* [Data records]
:::

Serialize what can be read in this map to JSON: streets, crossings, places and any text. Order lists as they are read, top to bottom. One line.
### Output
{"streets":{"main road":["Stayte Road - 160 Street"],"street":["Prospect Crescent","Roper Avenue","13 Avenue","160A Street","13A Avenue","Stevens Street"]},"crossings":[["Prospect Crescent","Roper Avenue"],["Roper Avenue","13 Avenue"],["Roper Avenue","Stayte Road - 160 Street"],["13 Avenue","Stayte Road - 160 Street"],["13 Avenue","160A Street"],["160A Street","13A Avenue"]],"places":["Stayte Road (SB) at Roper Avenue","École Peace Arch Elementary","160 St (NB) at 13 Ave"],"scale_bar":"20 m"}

:::

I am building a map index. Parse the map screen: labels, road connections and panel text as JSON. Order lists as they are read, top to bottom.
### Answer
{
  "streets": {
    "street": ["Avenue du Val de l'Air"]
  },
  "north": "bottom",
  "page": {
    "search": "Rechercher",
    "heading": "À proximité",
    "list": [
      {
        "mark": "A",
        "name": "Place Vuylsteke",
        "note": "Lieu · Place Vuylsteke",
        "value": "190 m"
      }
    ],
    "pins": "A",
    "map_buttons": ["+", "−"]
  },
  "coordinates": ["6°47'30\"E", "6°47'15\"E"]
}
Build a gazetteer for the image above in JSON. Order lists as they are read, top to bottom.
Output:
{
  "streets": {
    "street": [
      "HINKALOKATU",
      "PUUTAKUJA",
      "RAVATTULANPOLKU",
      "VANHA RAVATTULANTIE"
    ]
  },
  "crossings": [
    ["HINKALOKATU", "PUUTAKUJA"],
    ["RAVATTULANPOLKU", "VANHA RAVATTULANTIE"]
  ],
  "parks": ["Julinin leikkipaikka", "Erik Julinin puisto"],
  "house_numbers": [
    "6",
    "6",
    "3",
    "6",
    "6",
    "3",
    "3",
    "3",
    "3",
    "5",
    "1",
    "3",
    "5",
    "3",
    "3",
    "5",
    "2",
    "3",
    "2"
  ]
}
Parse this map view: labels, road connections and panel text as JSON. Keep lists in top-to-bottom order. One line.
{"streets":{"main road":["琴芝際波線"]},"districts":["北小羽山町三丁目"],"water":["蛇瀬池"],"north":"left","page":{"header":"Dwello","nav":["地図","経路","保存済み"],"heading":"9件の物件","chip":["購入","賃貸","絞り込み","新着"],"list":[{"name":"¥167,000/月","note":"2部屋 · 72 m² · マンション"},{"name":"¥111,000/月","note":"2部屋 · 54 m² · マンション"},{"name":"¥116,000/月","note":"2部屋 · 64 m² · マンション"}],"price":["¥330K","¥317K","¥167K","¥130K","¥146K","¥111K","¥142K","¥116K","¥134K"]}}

:::

* [Your instructions]
Copy out all lines from the records where the word "read" appears.

* [Solution to this exercise]
Serialize what can be read in this map to JSON: streets, crossings, places and any text. Order lists as they are read, top to bottom. One line.
I am building a map index. Parse the map screen: labels, road connections and panel text as JSON. Order lists as they are read, top to bottom.
Build a gazetteer for the image above in JSON. Order lists as they are read, top to bottom.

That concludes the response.